Your answer should be every line below that includes the word "linejoin".
*** Data for the task Section Begins ***
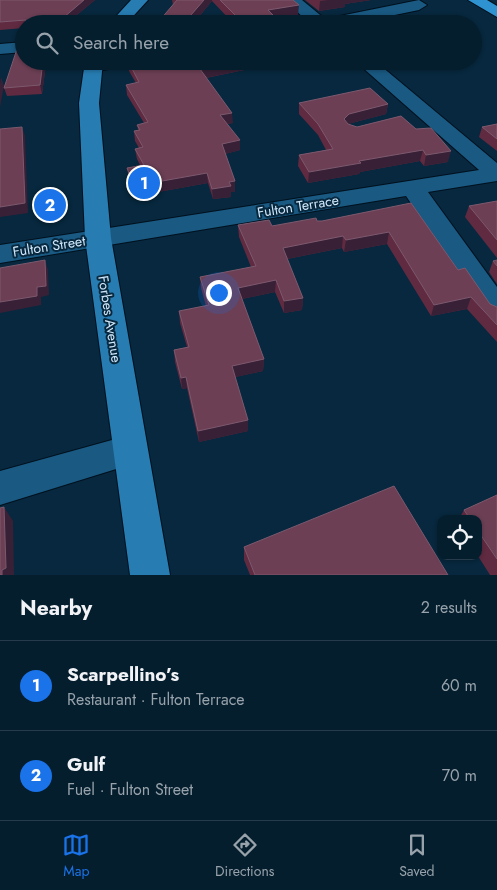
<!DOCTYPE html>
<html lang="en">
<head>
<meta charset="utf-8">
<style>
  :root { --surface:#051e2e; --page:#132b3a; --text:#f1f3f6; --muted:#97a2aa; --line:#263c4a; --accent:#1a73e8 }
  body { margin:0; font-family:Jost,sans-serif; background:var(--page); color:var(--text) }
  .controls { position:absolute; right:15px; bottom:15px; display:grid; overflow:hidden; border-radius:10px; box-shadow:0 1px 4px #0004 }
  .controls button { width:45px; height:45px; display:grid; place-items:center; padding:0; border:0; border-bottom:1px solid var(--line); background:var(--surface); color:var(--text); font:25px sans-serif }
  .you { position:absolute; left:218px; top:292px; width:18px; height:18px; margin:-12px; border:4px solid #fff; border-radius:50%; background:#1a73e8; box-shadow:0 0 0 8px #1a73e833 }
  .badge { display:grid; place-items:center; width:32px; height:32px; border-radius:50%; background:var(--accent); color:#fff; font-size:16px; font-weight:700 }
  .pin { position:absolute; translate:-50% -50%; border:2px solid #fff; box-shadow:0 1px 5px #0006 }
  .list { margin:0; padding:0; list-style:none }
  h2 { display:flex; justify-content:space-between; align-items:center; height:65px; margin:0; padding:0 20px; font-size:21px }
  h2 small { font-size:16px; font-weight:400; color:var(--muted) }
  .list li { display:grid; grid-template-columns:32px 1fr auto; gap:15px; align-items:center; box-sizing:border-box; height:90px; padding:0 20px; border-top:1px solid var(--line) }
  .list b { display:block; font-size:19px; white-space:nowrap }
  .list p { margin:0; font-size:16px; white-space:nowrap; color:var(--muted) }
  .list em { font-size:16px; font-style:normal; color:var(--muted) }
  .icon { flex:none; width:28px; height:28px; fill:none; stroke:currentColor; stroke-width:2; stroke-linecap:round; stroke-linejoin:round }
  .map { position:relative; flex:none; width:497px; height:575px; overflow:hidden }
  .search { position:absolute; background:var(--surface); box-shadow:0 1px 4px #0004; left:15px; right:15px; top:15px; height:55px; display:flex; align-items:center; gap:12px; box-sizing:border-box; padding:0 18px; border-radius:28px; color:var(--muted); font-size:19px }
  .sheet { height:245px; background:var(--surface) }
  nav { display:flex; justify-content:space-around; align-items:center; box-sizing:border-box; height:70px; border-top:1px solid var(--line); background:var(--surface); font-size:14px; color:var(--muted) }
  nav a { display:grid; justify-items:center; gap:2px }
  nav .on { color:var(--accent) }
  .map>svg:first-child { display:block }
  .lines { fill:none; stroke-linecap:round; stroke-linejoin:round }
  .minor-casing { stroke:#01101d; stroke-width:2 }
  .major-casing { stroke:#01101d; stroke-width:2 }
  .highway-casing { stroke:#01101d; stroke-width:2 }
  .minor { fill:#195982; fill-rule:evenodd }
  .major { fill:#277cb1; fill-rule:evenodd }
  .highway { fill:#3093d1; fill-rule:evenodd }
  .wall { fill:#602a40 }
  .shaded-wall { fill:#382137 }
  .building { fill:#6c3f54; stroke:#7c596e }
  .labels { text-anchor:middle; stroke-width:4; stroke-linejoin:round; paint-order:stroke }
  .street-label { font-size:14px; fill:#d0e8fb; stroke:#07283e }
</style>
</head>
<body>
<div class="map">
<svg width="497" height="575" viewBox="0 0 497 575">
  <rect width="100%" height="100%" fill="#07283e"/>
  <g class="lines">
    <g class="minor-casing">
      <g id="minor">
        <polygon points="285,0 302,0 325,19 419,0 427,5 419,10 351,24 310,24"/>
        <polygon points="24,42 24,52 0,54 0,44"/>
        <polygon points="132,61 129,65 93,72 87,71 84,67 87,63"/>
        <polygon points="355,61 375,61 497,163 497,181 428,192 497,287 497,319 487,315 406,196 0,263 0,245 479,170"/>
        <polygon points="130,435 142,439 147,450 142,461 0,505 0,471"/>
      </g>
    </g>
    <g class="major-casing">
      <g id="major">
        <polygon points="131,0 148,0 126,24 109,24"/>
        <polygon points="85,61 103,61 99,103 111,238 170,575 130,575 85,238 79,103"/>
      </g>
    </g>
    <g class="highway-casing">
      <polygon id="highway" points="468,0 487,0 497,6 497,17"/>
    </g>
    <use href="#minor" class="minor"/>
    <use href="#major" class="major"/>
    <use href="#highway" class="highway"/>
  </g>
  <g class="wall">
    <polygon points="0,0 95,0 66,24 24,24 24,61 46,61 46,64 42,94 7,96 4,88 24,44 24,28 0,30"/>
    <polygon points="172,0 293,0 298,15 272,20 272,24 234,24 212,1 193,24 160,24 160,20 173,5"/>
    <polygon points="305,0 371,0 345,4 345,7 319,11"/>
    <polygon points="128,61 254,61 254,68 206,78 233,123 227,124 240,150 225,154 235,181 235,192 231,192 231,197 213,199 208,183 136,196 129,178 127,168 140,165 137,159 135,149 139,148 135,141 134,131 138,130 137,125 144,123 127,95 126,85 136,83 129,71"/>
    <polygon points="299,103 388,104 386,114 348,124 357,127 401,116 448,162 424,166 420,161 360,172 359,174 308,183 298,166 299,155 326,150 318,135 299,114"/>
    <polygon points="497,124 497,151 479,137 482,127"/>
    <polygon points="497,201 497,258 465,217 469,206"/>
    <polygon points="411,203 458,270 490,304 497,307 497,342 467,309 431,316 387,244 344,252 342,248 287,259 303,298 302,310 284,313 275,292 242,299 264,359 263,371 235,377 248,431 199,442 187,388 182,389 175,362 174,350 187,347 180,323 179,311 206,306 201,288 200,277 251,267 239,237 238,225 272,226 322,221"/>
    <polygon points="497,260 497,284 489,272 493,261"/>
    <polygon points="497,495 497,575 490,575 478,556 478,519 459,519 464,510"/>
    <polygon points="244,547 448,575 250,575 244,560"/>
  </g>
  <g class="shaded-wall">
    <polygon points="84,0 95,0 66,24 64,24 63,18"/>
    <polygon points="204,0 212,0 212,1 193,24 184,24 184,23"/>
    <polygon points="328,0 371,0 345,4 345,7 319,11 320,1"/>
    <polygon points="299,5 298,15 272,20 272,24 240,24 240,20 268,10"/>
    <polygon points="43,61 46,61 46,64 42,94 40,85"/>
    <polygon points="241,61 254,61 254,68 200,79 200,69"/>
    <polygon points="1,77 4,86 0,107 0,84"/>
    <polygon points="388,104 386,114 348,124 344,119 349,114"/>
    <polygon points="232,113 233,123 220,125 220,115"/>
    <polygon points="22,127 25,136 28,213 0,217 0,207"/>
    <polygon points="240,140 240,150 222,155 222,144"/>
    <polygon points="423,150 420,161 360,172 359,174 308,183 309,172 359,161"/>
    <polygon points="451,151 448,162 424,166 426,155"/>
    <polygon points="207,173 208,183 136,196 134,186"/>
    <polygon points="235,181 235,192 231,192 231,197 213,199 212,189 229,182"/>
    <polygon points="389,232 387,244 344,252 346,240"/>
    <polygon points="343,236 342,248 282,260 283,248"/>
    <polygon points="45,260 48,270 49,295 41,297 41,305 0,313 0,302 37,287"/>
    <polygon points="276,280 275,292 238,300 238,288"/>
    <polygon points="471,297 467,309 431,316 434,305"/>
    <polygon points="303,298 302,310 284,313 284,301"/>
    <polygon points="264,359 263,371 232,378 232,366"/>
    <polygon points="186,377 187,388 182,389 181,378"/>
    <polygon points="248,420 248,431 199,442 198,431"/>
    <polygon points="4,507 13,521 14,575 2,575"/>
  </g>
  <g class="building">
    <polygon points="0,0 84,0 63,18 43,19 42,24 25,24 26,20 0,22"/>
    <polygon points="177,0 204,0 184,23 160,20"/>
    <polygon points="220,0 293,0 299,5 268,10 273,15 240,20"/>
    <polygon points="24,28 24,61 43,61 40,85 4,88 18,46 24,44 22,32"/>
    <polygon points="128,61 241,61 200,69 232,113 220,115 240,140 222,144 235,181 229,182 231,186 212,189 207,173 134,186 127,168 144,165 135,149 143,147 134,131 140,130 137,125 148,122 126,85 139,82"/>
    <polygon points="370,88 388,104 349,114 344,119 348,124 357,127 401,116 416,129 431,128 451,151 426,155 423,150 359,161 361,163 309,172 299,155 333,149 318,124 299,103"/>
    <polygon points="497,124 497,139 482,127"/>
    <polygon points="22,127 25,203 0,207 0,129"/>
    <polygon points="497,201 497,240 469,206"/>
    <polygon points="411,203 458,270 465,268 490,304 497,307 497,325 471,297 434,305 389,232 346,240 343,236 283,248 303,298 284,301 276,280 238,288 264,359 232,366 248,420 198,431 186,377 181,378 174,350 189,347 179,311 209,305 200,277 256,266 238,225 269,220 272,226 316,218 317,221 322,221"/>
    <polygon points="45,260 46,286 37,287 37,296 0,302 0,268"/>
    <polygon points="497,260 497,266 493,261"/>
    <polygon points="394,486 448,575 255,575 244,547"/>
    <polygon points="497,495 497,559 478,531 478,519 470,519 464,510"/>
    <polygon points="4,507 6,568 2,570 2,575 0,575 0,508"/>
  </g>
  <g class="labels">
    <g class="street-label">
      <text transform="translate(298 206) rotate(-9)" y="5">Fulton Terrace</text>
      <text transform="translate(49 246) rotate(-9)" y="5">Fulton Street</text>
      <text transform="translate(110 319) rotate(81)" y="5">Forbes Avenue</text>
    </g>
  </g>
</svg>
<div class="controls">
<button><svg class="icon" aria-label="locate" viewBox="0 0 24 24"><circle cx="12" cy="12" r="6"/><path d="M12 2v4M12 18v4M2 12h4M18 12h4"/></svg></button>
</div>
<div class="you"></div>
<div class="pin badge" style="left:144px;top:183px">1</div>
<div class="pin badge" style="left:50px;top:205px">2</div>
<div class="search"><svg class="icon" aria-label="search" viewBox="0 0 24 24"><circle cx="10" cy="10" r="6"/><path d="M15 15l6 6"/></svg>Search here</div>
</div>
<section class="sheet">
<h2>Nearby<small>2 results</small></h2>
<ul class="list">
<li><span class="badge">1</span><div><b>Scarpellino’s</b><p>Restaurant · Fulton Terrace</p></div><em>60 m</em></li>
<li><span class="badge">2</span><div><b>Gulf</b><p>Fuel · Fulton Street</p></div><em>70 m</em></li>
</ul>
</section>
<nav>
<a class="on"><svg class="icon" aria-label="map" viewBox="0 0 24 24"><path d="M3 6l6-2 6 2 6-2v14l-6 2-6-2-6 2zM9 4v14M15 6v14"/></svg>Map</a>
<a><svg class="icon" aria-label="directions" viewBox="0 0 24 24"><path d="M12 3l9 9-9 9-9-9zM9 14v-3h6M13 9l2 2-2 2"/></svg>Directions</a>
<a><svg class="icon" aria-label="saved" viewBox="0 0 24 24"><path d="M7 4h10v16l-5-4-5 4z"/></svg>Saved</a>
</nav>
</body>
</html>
*** Data for the task Section Ends ***
• _Exercise response_:
  .icon { flex:none; width:28px; height:28px; fill:none; stroke:currentColor; stroke-width:2; stroke-linecap:round; stroke-linejoin:round }
  .lines { fill:none; stroke-linecap:round; stroke-linejoin:round }
  .labels { text-anchor:middle; stroke-width:4; stroke-linejoin:round; paint-order:stroke }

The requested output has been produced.